◆ **BRIEF**
Scan the records for the word "position". Return each line where it is found.

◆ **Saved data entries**
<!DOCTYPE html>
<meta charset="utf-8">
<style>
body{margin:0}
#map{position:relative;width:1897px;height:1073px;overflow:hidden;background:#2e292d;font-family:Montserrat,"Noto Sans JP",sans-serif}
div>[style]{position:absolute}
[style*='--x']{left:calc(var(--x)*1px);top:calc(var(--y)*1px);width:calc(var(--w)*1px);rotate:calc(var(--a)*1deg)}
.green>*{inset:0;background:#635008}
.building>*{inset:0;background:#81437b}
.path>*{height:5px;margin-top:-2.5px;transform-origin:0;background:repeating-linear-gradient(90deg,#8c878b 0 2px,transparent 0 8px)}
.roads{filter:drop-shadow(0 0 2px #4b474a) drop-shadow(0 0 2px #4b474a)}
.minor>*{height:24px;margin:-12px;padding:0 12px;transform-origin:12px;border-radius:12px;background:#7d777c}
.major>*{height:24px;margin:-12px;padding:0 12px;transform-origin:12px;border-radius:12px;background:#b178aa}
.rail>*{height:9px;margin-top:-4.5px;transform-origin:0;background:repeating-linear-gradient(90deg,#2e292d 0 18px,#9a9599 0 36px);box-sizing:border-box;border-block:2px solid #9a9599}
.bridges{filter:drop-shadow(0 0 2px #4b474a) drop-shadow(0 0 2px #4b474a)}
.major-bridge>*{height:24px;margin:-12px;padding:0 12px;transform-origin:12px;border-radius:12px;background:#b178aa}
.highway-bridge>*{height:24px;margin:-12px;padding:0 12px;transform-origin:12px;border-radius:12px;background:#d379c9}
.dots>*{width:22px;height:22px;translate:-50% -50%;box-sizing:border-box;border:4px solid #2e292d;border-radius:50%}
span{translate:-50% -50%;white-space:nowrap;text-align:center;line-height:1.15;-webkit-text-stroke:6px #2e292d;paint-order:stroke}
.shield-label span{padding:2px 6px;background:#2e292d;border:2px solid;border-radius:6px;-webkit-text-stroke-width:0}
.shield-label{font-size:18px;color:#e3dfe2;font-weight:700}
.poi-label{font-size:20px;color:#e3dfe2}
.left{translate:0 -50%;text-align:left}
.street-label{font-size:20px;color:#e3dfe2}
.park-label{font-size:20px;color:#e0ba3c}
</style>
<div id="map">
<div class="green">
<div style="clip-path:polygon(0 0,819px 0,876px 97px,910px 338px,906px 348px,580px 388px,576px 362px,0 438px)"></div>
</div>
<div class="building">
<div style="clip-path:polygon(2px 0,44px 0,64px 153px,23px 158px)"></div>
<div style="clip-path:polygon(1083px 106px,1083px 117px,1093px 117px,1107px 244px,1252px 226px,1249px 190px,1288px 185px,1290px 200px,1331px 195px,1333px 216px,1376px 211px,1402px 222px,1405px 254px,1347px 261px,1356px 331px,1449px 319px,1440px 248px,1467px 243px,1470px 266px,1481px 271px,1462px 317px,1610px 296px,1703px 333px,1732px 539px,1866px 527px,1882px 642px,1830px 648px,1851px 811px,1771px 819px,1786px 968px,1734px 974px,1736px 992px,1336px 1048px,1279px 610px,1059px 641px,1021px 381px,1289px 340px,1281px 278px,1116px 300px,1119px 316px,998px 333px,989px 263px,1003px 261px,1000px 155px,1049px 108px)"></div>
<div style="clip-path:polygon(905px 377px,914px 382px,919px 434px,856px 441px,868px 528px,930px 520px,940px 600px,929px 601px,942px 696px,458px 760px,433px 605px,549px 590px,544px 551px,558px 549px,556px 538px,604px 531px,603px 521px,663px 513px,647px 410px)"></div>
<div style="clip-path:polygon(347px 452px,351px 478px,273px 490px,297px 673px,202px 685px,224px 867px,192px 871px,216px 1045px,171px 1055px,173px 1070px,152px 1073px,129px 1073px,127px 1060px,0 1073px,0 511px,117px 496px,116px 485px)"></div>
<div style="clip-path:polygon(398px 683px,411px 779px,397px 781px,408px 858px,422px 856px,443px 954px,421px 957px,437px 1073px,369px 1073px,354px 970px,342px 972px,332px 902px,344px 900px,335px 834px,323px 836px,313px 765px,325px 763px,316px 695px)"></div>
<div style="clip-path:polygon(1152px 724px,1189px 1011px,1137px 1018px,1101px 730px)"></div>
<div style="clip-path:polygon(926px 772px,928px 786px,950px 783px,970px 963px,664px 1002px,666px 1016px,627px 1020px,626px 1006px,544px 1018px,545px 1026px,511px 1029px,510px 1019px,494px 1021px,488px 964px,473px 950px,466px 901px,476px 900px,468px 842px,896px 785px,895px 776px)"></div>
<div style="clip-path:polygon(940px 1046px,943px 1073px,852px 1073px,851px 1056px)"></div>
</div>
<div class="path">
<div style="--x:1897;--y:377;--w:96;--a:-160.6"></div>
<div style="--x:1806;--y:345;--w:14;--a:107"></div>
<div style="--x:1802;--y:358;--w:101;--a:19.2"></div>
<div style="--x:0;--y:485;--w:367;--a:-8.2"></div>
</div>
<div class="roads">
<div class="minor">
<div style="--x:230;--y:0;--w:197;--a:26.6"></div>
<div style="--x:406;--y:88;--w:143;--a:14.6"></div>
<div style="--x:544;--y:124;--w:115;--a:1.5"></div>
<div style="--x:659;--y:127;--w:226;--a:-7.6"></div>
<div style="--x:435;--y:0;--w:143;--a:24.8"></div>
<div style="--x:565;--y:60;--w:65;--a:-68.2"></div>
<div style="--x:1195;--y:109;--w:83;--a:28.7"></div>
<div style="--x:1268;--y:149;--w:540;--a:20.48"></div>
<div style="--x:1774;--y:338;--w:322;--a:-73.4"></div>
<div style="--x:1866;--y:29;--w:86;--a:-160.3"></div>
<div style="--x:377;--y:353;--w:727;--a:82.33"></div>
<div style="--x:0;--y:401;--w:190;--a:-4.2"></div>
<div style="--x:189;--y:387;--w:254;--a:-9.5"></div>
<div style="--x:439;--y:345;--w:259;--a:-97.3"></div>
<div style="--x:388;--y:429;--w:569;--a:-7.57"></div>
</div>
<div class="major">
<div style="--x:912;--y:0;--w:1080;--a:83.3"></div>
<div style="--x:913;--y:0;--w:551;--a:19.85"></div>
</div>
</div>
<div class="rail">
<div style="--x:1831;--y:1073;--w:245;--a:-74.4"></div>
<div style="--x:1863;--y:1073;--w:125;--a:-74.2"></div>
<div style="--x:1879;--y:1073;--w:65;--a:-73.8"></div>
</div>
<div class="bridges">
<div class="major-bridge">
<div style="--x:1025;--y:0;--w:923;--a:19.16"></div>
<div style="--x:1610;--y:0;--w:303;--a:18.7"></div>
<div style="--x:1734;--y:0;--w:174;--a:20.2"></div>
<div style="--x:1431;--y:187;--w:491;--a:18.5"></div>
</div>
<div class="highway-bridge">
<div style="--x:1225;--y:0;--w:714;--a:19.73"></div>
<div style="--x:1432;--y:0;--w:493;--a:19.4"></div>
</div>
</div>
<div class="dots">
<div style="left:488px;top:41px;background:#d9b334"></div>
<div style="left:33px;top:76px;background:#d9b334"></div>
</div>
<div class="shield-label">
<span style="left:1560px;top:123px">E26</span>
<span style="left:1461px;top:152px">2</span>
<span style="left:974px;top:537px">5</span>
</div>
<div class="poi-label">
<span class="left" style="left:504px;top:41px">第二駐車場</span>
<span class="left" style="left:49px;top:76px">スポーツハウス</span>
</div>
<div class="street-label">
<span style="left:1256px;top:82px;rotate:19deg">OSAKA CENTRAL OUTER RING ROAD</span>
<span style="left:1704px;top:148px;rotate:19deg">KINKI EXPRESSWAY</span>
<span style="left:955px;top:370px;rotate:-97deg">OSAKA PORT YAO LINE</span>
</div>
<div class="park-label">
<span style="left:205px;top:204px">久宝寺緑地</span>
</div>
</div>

◆ **RESPONSE TO THIS TASK**
#map{position:relative;width:1897px;height:1073px;overflow:hidden;background:#2e292d;font-family:Montserrat,"Noto Sans JP",sans-serif}
div>[style]{position:absolute}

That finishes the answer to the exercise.